This is a running theme of Preacher’s third season—not quite knowing what to do with so many outsized characters. The Saint of Killers was definitely underutilized, too, functioning as little more than an errand boy. That being said, the Saint does get his mojo back for the finale. Not only does he lay waste to a group of Nazis, he goes after the Angel of Death herself. And if all of that weren’t kickass enough, the Saint pulls the trigger on the biggest bad of all—Satan himself.
Which brings us back to Angelville—and Gran’ma. Like Jody, she’s loomed large in Jesse’s life, robbing him of his parents, of his childhood, and setting him on a path of ruin that ultimately culminates in her own demise. Even Gran’ma’s contract with the devil isn’t enough to spare her from her grandson’s wrath. So into the machine she goes, where, like so many before her, Gran’ma’s soul is stripped away, leaving behind an empty husk. I don’t think Jesse has to worry about eternal damnation, though. With Satan dead, all bets are off—and any contracts are probably null and void now. Which means that Gran’ma was right—Jesse does win.
Cassidy has his moment in the sun, too, as it were. Thanks to him, Eccarius is revealed to his followers as the true monster he really is. The members of Les Enfants du Sang are finally granted their most fervent wish, to be the vampires they’ve romanticized for so long. But rather than being energized by this, they find themselves without a purpose. With their charismatic leader dead by their hand and their hunger, these newly minted night wraiths are left without a sense of belonging. Les Enfants du Sang has seen the light, figuratively and literally—and now they’ve paid the price.
As for Tulip—while I didn’t see the point of dragging her to Hell, I did like her scenes with God. Eugene may think God has a plan for him, that he’s a divine cog in the cosmic machine. But in reality, God has no idea who he even is. Tulip, however, is part of God’s divine plan, but she couldn’t care less. Devil-may-care Tulip O’Hare is only interested in free will. God can keep his forgiveness and mercy, thank you very much.

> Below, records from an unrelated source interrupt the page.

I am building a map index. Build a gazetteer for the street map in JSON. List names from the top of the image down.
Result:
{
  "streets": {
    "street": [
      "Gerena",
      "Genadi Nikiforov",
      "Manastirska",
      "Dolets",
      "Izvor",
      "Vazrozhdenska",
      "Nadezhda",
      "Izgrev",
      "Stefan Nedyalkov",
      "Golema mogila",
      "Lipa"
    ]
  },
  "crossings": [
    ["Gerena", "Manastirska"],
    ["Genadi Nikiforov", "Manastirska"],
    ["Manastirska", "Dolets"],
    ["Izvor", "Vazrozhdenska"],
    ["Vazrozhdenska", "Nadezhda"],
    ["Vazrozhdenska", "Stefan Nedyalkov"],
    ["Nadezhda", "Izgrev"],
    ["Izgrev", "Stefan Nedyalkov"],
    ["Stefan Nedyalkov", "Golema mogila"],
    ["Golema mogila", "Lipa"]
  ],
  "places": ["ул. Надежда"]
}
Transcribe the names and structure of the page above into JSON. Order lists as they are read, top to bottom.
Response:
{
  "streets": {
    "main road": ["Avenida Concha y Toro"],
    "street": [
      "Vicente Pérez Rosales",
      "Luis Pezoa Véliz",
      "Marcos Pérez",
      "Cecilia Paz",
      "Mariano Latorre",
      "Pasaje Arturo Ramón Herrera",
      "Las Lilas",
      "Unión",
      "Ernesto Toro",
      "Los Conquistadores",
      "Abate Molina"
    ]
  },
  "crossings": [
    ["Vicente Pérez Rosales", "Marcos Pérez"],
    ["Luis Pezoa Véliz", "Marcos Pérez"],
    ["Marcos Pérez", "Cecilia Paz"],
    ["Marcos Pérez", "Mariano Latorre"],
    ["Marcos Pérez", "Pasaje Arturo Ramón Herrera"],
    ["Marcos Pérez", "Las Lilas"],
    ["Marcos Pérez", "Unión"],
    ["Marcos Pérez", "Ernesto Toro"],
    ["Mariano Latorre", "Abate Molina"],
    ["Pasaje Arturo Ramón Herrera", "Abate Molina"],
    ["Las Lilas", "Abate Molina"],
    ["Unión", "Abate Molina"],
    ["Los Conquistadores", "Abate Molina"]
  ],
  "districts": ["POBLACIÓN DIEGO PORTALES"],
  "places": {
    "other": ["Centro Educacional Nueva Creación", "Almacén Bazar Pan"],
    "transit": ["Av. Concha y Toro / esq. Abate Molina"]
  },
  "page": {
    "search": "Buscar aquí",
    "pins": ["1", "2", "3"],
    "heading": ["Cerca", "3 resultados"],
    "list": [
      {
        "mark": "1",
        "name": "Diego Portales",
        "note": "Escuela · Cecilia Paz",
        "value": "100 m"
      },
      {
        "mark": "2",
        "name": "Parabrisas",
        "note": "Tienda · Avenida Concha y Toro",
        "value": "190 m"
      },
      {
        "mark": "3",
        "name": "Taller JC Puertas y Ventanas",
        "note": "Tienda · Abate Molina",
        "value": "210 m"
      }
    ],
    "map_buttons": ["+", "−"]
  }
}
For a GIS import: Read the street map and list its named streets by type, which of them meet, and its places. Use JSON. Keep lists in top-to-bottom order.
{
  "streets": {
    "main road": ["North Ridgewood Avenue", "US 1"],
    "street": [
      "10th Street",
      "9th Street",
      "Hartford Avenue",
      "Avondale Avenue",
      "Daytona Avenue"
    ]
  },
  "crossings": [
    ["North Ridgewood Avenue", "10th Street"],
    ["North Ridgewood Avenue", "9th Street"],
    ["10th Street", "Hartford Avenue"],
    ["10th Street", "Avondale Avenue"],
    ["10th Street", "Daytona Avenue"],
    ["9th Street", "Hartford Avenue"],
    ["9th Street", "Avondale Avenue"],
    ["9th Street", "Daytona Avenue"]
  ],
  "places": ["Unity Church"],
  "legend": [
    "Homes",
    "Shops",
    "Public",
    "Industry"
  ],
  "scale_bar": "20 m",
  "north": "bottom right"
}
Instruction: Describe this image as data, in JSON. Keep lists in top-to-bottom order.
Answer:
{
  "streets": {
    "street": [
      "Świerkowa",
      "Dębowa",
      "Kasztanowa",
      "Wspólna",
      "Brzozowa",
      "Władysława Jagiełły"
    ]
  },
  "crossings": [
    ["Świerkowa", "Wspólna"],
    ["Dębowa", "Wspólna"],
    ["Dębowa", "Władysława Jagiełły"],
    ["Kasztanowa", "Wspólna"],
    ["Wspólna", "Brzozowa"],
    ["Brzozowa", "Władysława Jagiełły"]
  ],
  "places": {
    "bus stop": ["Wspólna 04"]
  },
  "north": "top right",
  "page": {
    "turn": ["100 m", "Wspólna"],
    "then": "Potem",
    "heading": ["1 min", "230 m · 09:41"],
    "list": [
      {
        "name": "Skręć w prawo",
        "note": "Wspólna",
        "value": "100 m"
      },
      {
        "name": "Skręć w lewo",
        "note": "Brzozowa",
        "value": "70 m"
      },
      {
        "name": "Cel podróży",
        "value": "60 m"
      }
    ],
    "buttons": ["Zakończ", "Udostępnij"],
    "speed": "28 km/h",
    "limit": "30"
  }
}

What I’ve appreciated the most about Tulip this season isn’t the way she sasses the Almighty, but her loyalty to her friends. She’s had Jesse’s back from the very beginning. Cassidy’s, too. And while I thought at one point she did have romantic feelings for him, it’s clear now that Cassidy’s friendship is very important to her. Her heart goes out to her troubled friend—even if he’s trying to leave that part of his life behind.
Which finally brings us to Herr Starr, who’s using Cassidy as bait to lure Jesse to Masada, The Grail’s desert stronghold. This sets the stage for one hell of a showdown, pitting the military might and firepower of The Grail against a lone man with the Voice of God at his disposal. It’s a shame Hoover won’t be around to see this epic battle. He may have been a bumbling fool at times, but he always had The Grail’s best interests at heart.
In the end, Preacher delivers an irreverent finale that’s worthy of a truly subversive season. I’m definitely looking forward to whatever comes after “The Light Above.” With Humperdoo still in the mix, and with Hitler now running things in Hell—anything is possible.